**ASSIGNED TASK:**
Every entry in the following listing must be restated word for word, though not its pictures.

^^^^^^^^^^^^^^^^

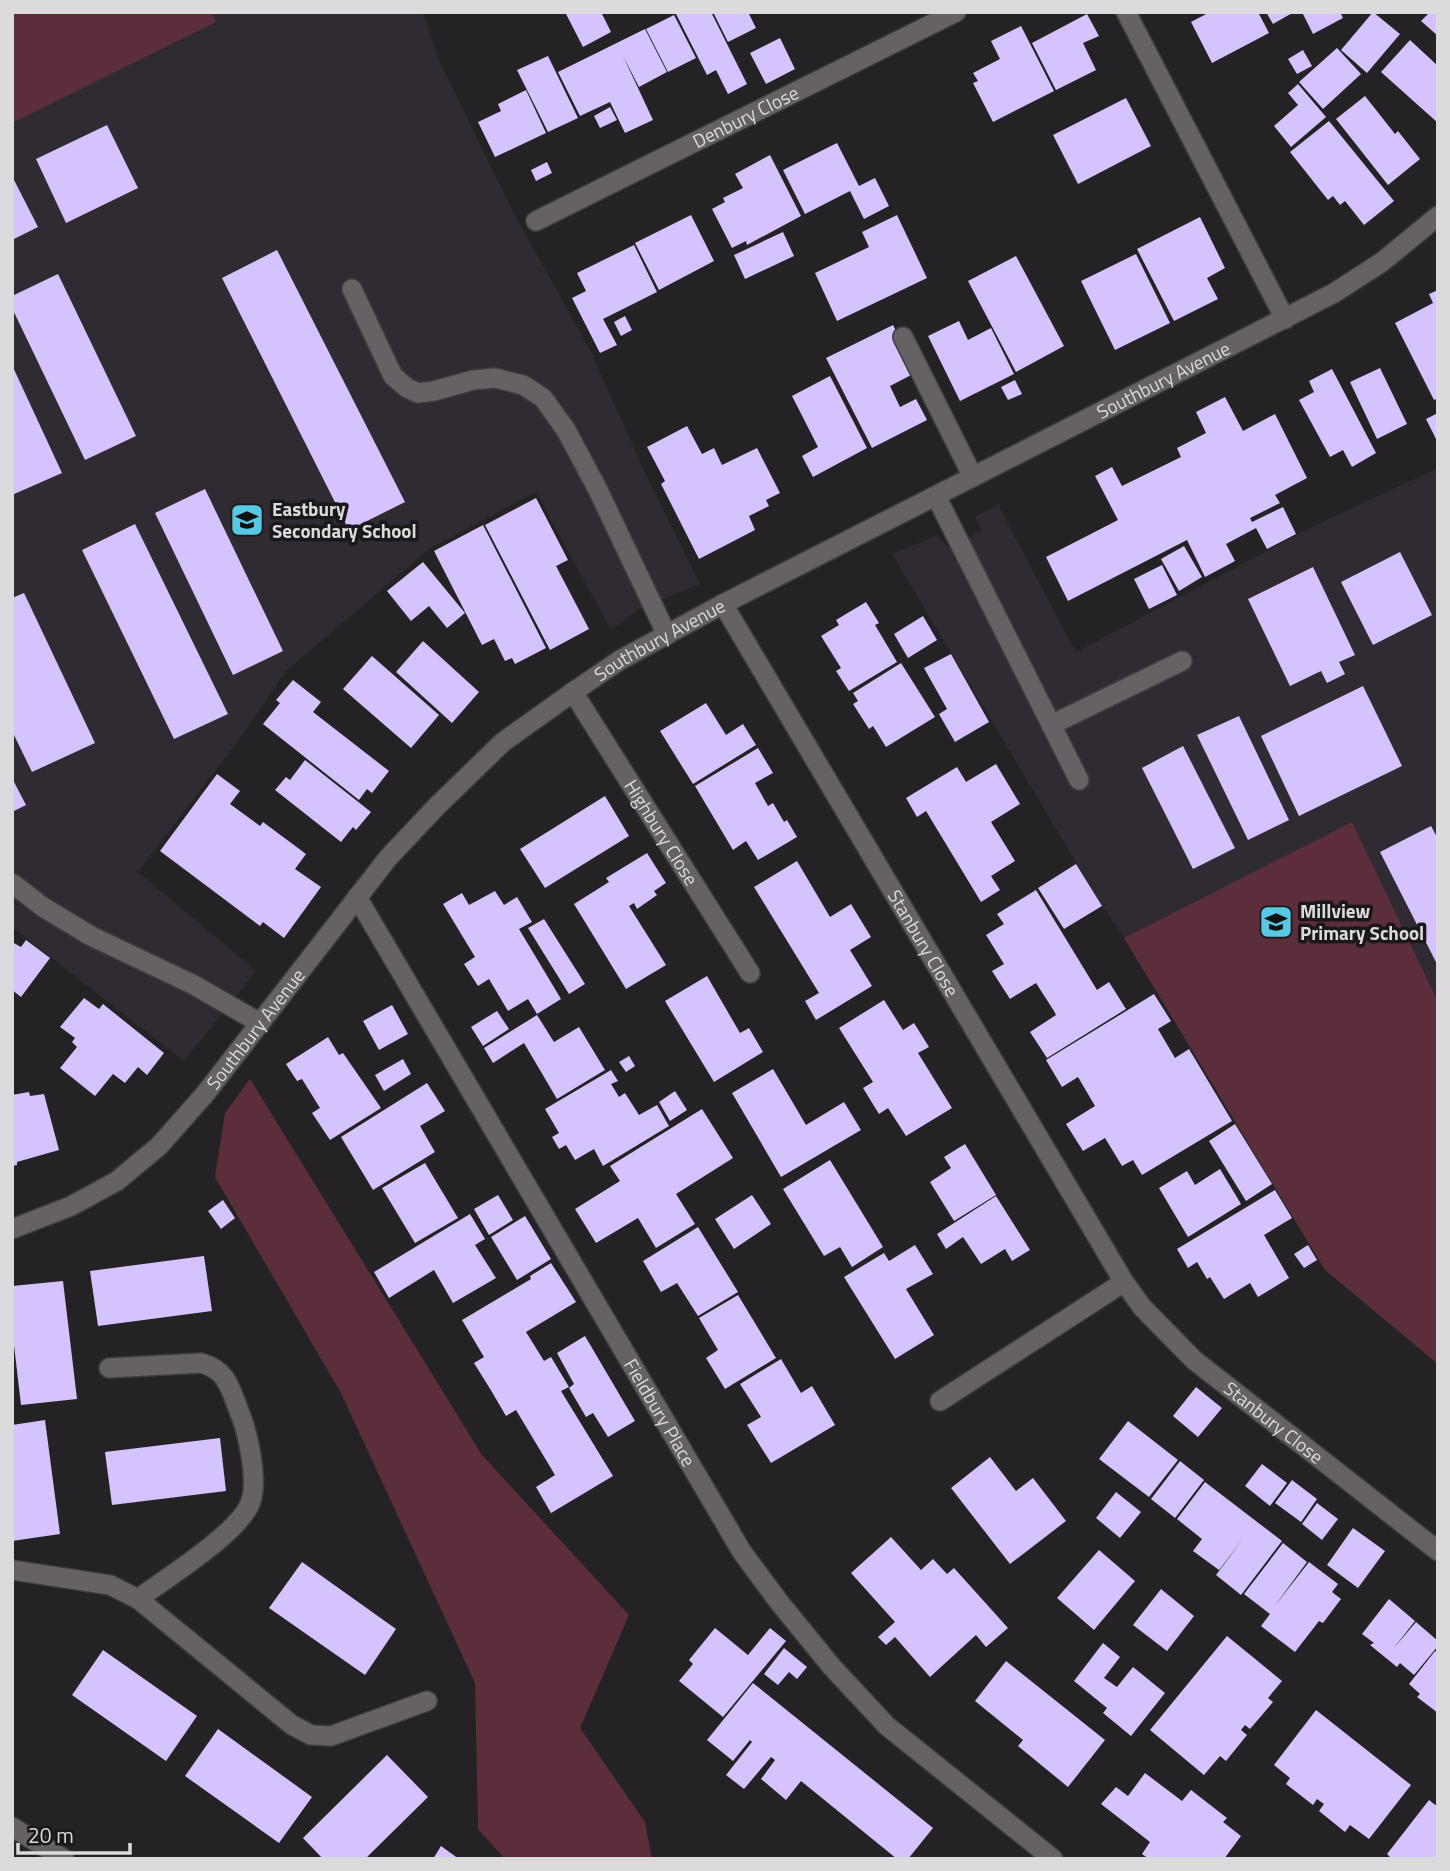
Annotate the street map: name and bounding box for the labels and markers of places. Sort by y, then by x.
place label: Eastbury Secondary School [272,494,417,545]
school or university icon: Eastbury Secondary School [228,501,266,539]
place label: Millview Primary School [1300,896,1424,947]
school or university icon: Millview Primary School [1257,903,1295,941]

^^^^^^^^^^^^^^^^

**EXERCISE RESPONSE:**
Annotate the street map: name and bounding box for the labels and markers of places. Sort by y, then by x.
place label: Eastbury Secondary School [272,494,417,545]
school or university icon: Eastbury Secondary School [228,501,266,539]
place label: Millview Primary School [1300,896,1424,947]
school or university icon: Millview Primary School [1257,903,1295,941]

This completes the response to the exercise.